As with other villages we are seeing infill development. The houses on the Red Star Garage site – now renamed Hallfields, are all sold and the residents integrated into village life, with a recent christening and one of the residents participating in the village Link magazine. A further five houses are being built on the old Longridge/ Greenace site.

We have a new tenant in the former Quendon Pottery, who is running a very successful high-quality carpet business.

Our new church grouping of Quendon, Rickling, Manuden and Berden is working very well with joint services at least four times a year.

Our parish council has seen some changes; I retired after 18 years and for the first time we had to have an election in May 2007. They have set up a village website and introduced welcome packs for all newcomers. The parish council continue discussions with the police and highways to reduce the speed limit through the village. Our village emergency plan continues to be updated.
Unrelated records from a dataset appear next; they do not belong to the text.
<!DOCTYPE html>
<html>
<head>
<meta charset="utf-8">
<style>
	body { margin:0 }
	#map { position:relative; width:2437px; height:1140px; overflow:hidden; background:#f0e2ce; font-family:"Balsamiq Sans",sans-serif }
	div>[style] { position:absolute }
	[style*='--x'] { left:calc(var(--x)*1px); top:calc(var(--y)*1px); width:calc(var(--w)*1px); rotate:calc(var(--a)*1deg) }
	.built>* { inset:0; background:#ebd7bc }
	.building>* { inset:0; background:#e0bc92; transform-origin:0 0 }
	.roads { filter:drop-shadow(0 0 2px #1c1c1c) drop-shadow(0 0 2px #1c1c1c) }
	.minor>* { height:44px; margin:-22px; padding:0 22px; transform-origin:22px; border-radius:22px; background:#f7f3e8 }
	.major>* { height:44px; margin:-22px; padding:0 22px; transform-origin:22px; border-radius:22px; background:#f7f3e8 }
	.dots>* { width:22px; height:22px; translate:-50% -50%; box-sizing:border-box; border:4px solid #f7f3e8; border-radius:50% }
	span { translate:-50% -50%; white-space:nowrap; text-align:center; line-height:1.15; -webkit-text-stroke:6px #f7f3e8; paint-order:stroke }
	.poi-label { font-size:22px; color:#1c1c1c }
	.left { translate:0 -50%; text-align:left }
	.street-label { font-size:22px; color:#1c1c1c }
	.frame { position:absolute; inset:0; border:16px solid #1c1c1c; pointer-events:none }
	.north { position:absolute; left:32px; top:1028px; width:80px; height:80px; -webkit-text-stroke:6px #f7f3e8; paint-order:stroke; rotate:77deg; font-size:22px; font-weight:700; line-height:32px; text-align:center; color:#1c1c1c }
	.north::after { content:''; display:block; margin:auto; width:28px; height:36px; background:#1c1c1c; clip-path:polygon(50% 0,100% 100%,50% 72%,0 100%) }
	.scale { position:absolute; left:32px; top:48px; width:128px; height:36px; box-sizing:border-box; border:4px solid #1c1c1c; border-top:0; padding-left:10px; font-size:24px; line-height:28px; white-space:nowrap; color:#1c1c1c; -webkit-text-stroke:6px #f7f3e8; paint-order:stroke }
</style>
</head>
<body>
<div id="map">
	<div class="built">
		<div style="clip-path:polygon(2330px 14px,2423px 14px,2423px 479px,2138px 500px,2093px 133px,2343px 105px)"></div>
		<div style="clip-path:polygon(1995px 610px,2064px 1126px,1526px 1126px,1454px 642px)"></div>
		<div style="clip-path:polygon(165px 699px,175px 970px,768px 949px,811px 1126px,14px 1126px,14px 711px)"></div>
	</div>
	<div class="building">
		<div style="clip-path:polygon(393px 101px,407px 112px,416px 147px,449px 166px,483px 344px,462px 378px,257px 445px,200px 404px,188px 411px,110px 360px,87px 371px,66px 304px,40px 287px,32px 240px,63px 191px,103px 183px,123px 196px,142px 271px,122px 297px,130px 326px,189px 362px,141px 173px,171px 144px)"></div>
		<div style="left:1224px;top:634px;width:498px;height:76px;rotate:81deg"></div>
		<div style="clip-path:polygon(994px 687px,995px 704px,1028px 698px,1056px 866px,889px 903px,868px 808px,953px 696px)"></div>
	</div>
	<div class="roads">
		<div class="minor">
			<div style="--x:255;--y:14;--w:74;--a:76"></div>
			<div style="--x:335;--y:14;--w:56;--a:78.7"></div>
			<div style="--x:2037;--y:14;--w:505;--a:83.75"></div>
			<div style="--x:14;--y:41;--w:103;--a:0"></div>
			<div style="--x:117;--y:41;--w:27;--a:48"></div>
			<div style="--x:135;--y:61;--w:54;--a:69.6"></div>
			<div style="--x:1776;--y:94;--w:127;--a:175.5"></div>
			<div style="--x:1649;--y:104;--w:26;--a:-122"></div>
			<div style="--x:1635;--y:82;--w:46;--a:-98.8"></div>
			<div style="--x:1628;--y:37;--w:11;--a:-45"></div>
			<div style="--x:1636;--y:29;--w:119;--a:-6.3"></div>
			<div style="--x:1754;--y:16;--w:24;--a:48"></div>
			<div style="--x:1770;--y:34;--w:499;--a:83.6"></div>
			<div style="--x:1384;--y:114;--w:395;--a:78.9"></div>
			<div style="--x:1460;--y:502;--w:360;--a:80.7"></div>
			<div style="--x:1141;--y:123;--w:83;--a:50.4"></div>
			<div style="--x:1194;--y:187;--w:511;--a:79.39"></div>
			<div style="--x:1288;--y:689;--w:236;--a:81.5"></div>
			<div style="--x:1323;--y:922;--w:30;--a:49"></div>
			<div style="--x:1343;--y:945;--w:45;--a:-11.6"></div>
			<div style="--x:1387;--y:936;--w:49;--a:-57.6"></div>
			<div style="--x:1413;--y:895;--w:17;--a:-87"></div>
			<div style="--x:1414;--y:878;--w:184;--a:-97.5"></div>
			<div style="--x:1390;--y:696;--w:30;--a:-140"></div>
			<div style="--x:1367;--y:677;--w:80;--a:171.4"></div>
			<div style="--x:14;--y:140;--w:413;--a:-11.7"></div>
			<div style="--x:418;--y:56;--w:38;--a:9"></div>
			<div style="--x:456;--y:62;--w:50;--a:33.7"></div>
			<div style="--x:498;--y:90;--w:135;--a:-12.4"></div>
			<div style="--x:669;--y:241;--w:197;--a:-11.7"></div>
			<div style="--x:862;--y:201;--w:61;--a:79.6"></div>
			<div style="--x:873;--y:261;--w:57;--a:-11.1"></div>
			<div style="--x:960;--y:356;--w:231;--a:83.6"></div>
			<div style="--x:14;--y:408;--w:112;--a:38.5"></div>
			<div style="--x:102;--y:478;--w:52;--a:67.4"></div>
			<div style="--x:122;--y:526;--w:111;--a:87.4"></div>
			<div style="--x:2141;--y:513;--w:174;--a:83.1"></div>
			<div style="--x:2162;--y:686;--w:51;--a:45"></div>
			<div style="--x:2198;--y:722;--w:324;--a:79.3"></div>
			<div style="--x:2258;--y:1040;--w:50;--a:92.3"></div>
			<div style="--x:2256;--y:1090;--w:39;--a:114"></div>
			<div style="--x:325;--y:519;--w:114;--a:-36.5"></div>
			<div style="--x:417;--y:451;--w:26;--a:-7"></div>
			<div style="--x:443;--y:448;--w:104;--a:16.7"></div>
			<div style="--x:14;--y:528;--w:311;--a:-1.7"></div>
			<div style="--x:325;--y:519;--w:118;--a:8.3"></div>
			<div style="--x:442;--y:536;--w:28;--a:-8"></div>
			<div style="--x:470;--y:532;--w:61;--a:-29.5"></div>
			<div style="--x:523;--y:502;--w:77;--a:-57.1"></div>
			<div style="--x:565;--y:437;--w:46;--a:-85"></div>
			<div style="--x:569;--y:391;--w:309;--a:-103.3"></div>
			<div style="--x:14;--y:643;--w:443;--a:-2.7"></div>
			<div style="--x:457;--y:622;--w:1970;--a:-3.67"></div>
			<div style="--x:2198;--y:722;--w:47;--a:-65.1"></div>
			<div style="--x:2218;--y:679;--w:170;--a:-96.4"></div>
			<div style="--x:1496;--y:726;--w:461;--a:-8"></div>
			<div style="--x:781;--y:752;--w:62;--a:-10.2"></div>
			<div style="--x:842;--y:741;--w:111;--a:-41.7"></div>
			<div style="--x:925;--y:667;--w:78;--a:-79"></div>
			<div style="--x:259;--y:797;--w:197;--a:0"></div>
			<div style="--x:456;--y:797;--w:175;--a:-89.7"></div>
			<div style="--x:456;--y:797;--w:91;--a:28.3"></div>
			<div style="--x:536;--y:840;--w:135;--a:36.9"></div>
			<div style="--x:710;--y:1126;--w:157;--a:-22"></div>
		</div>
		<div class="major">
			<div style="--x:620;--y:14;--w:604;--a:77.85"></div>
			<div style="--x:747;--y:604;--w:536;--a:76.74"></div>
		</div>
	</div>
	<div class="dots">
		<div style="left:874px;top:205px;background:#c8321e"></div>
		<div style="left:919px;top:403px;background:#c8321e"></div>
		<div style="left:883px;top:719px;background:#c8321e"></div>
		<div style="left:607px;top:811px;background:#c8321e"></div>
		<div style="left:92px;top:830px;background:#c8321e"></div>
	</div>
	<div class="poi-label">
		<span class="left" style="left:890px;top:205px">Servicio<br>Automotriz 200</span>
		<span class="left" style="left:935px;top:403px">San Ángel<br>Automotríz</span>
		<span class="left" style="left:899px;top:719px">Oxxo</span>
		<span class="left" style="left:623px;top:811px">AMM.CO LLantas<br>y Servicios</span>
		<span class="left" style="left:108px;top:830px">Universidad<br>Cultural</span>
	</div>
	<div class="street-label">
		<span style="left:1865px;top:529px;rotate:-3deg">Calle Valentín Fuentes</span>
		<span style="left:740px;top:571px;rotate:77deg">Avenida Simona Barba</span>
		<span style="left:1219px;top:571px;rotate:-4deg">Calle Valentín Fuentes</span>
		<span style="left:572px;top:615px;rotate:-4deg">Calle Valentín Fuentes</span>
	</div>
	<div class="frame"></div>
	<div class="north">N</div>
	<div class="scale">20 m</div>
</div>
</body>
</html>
At the school, governor Pat Wawn retired after 4 years. Fund raising continues –the village barbecue has taken over from the fete with a separate fund raising committee, but the same people! We have however been able to involve some of our newcomers. We have had a very successful Auction of Promises, raising £3000, the Barbeque, a very wet but enjoyable sponsored walk with quiz questions on the way round and during harvest time, the four churches and two schools managed to raise enough money to buy 76 goats for Africa, exceeding our aim of one goat per premises. In January 2007 a concert was held in Quendon church organised by Crawford Dew and his son Peter, our church organist. Various talented villagers took part and it was greatly enjoyed.

Sadly the Over 50s Club has been disbanded after 22 years, due to lack of committee members willing to undertake the organising of meetings and outings.